Total debt stood at more than 2.9 times stockholder equity and its interest coverage was a marginal 1.4 times available (trailing twelve-month) earnings.

In addition to liquidity problems, fuel costs, and the weather, we see other ice distributors as a threat to revenue growth. For example, Home City Ice Company, manufactures 4,400 tons of ice per day, retailing ice across all of Ohio, Indiana, Illinois, Kentucky, and West Virginia, as well as parts of Michigan, Pennsylvania, Tennessee, New York, and Maryland. An efficiently run operation of 28 state-of-the-art manufacturing plants, with 36 distribution centers, and a fleet of over 500 trucks, Home City Ice has frozen Reddy Ice from pursuing ‘growth through acquisition’ opportunities in the Midwest.

We believe that Reddy Ice has formidable competition from commercial ice equipment manufacturers, too. Technological innovations have made producing packaged ice on site less costly—in terms of energy consumption, untimely machine breakdowns and labor problems—for potential Reddy Ice customers. Working through a distribution chain, makers—like Manitowoc (MTW-$74.14), with a market share of 30 percent, Scotsman/Crystal Tips (25 percent), Hoshizaki (20 percent) and Mile High Equipment Co. (15 percent)—sell more than 300,000 ice machines each year to dealers or beverage and food distributors. Distributors and dealers then sell equipment directly to end-users.

Hospitals account for 39.4 percent of all commercial icemaker purchases, followed by hotels (22.3 percent), restaurants (13.8 percent), retail outlets (8.5 percent), schools (8.5 percent), offices (4.3 percent) and grocery stores (3.2 percent).

A typical commercial icemaker, which usually lasts about 7-10 years, consists of a case, insulation, refrigeration system and a water supply system. Each machine, on average, can harvest 500 lbs./day of crushed or ice cubes. Our readers can easily do the math. Each ice-machine a sales distributor successfully plants in certain end-users—think restaurants, retail outlets, and grocery stores—means 91.25 unit tons less in business for Reddy Ice!

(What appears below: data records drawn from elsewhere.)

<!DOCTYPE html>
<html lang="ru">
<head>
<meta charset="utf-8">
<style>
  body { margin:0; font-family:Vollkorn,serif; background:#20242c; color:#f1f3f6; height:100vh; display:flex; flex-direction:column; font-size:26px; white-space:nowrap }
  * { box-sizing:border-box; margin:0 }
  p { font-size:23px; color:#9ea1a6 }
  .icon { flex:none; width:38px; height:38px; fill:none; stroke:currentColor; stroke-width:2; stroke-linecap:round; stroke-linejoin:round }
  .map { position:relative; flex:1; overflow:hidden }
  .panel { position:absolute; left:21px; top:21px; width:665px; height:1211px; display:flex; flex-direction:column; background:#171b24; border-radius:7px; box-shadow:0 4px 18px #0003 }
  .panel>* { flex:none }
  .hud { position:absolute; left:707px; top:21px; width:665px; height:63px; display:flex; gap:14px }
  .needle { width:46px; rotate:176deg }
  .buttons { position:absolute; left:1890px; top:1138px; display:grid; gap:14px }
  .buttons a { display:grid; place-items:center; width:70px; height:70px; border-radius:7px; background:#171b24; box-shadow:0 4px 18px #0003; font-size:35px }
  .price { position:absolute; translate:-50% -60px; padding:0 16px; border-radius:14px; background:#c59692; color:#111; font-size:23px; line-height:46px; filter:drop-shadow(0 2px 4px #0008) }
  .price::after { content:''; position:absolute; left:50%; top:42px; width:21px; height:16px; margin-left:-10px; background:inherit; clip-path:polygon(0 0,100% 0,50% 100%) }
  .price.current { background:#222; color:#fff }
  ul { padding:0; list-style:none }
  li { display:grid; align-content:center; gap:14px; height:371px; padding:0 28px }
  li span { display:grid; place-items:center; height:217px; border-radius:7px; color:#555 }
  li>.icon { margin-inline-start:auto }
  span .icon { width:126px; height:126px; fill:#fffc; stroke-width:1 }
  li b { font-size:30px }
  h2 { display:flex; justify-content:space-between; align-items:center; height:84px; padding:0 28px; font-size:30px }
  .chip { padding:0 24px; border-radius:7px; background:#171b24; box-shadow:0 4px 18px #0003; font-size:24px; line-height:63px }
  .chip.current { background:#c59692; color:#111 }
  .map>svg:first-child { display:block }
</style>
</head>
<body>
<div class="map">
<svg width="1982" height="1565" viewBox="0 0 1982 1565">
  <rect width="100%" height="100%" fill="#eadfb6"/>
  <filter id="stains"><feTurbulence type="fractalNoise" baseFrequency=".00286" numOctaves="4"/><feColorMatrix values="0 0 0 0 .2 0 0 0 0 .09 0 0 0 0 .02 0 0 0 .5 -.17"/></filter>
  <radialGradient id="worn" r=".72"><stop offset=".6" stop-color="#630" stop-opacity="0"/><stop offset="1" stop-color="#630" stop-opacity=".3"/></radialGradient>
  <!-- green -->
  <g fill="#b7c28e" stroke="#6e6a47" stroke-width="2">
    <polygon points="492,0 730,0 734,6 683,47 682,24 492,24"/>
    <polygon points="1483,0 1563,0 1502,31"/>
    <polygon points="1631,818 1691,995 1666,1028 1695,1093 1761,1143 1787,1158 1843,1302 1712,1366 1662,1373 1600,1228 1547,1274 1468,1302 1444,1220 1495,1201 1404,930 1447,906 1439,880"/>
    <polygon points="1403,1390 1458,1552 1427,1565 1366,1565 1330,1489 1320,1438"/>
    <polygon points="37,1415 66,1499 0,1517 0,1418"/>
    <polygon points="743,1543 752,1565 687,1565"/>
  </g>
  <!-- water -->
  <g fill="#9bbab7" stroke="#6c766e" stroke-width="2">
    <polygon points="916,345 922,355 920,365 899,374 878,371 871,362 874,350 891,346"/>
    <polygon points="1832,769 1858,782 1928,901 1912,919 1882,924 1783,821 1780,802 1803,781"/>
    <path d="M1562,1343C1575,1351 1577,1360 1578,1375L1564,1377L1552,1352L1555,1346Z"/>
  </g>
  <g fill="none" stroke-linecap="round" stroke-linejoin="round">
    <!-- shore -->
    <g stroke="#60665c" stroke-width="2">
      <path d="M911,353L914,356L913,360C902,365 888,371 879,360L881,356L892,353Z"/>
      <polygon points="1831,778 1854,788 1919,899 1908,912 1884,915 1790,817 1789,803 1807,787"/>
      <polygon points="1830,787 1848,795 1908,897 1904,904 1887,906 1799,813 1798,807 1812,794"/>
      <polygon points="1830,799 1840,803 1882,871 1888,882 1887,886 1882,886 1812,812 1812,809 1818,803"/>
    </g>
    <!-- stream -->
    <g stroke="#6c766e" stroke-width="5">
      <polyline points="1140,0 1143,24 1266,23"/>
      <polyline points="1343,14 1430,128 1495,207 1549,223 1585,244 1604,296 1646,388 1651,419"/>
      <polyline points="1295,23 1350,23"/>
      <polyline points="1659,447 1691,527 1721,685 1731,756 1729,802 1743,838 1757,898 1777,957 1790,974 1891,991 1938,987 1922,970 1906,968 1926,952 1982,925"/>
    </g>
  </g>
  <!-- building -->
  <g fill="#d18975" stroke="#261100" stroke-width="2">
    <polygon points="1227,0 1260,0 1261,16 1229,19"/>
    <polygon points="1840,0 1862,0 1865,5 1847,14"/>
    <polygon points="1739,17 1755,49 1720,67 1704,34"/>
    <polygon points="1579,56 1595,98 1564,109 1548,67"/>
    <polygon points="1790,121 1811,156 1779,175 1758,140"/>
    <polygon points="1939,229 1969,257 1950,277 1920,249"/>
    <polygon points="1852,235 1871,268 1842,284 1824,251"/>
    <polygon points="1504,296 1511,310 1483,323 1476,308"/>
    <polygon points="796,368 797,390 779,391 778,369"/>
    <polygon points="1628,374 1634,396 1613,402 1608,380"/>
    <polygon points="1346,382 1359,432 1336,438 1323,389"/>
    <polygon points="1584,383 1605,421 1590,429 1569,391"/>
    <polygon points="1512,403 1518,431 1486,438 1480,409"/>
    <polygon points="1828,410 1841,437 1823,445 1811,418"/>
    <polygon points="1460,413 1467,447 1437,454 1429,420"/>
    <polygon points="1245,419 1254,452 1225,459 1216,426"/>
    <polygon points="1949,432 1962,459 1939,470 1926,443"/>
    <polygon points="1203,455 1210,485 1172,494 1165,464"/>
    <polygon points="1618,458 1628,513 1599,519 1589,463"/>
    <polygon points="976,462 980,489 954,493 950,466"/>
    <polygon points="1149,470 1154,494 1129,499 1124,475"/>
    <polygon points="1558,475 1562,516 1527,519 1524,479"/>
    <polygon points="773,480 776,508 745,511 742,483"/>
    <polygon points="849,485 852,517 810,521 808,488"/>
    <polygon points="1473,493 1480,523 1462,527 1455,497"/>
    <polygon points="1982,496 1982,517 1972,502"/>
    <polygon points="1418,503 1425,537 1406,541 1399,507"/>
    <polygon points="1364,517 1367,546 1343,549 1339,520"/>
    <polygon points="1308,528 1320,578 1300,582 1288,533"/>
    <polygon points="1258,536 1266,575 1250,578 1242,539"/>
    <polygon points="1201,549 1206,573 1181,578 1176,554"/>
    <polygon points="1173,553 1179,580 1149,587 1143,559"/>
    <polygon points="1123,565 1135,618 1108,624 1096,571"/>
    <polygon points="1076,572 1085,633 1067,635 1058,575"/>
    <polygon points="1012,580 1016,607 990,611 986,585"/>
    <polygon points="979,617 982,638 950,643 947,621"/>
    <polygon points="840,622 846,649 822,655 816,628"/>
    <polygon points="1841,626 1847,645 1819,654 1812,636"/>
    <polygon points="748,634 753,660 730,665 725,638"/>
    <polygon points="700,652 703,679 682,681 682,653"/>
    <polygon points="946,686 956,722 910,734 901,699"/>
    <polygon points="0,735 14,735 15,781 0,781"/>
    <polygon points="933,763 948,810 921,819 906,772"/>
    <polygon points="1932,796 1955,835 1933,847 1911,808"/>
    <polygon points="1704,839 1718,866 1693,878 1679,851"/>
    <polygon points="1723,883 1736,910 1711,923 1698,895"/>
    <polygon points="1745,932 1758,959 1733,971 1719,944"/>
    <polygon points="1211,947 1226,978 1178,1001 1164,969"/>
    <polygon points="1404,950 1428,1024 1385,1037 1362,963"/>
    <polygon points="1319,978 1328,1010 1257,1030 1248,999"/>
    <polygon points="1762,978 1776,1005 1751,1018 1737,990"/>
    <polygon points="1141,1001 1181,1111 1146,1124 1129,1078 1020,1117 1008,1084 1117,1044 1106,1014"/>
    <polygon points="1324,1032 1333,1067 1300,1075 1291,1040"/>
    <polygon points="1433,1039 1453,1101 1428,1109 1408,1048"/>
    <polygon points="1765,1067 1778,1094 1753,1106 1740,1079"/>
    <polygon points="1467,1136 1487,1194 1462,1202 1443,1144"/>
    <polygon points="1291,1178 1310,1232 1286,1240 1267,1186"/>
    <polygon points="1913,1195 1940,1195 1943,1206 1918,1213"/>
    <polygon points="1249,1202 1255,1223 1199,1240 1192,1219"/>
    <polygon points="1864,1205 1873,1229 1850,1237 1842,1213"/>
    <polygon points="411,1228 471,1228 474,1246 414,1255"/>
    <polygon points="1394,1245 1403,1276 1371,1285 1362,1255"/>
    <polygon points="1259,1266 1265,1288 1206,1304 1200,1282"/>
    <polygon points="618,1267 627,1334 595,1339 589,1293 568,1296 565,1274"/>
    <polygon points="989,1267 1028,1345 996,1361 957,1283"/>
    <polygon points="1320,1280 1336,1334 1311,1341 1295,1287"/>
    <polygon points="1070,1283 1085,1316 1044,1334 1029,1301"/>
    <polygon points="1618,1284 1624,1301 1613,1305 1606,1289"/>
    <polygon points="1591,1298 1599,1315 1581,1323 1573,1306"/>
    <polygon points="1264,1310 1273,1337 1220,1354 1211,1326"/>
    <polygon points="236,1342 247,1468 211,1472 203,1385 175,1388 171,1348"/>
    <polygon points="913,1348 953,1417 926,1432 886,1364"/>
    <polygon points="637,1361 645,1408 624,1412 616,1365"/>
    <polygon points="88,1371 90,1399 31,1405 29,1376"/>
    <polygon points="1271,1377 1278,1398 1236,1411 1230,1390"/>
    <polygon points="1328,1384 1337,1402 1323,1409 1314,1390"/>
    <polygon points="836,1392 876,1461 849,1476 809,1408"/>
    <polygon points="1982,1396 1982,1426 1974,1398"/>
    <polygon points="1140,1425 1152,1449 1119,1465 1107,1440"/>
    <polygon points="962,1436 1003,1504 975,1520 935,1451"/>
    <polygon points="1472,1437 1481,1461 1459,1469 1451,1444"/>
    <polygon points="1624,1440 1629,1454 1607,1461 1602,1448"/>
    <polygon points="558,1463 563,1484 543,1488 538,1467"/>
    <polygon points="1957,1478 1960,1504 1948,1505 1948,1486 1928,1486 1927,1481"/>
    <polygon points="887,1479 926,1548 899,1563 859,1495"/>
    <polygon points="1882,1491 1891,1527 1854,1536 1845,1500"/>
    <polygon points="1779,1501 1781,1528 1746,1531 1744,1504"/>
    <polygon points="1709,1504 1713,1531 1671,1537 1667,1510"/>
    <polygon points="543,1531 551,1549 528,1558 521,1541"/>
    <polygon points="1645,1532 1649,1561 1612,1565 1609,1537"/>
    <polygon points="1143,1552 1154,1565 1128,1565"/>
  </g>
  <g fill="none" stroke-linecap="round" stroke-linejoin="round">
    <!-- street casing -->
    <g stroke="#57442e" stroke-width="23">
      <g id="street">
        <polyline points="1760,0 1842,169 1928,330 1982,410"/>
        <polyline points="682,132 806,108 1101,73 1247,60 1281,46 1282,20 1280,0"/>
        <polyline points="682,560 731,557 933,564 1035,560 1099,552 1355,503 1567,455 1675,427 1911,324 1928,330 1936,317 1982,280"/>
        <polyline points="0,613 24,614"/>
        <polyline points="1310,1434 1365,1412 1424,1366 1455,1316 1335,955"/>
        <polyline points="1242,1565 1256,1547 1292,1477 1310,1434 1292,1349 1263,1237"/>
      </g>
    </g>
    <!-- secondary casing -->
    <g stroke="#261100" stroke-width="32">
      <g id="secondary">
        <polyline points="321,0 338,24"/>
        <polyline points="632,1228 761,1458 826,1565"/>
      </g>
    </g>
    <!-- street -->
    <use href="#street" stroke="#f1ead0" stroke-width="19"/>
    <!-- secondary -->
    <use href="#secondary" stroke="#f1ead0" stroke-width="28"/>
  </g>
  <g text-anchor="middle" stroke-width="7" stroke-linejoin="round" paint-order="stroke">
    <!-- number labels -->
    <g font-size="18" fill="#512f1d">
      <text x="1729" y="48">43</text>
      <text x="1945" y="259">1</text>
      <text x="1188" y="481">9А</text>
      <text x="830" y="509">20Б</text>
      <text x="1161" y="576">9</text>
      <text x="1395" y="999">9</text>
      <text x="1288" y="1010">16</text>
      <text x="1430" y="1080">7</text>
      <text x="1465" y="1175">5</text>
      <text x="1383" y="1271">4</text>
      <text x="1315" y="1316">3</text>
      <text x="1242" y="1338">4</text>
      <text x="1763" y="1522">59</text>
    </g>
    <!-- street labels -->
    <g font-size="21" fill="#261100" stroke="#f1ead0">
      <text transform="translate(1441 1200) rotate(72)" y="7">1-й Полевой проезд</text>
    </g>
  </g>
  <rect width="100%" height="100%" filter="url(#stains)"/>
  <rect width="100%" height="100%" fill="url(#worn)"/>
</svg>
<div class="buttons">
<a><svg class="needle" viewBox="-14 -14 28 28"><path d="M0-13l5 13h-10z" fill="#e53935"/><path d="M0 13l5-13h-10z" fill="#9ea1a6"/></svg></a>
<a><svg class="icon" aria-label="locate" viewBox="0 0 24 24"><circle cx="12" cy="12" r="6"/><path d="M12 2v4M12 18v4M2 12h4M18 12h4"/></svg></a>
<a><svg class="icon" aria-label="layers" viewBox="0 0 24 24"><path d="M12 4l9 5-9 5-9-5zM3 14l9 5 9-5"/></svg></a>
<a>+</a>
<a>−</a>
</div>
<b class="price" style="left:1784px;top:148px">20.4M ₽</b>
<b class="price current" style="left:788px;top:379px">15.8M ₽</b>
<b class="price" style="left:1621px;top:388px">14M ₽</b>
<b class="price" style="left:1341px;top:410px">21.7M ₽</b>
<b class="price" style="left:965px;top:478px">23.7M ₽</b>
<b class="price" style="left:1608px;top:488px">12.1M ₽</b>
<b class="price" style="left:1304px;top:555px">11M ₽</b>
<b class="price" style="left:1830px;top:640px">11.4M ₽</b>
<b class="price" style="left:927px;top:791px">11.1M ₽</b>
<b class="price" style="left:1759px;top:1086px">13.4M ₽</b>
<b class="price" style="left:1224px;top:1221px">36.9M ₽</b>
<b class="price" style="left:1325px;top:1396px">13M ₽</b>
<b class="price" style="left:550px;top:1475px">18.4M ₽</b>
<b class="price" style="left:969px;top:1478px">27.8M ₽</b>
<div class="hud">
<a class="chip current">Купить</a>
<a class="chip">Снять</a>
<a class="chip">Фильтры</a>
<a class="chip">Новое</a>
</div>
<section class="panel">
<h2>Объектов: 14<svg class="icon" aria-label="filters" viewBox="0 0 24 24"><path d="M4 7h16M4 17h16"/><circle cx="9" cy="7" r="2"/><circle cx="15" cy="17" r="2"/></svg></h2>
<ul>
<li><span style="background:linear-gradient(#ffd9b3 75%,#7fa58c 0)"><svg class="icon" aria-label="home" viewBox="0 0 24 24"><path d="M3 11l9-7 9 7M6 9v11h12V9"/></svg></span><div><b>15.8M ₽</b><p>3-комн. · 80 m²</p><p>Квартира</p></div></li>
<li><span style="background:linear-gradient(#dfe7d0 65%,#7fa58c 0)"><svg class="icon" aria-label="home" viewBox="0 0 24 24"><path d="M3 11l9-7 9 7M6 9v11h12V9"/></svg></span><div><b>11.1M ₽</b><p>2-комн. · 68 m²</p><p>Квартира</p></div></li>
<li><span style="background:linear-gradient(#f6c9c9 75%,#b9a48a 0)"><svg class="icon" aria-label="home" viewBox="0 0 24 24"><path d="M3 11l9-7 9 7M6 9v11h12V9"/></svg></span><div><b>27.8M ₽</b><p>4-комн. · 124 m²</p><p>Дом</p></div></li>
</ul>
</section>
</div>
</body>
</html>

[Ed. note. The Packaged Ice Association says that the
‘quality of packaged ice’—disease transmission from contaminated ice, presence of insect parts and foreign objects in frozen ice—reflects the quality of the source water and the sanitary conditions during manufacture. Ice retailers contend that many on-premise operations receive no oversight from local health inspection—ice is classified as a frozen food—and make ice of consistently poorer quality than ice made by major commercial producers.]

In our view, Reddy Ice is not a cheap stock, due to its valuation of 31 times forward earnings and its questionable ability to pay its dividend. Reddy Ice is showing all the signs of an aging company whose growth is too dependent on buying market size. Unstable cash flow and tougher comparisons in future quarters could soon dominate the story here more than the yield payment.

Editor David J Phillips holds no financial interest in any of the stocks mentioned in this article. The 10Q Detective has a FULL DISCLOSURE policy.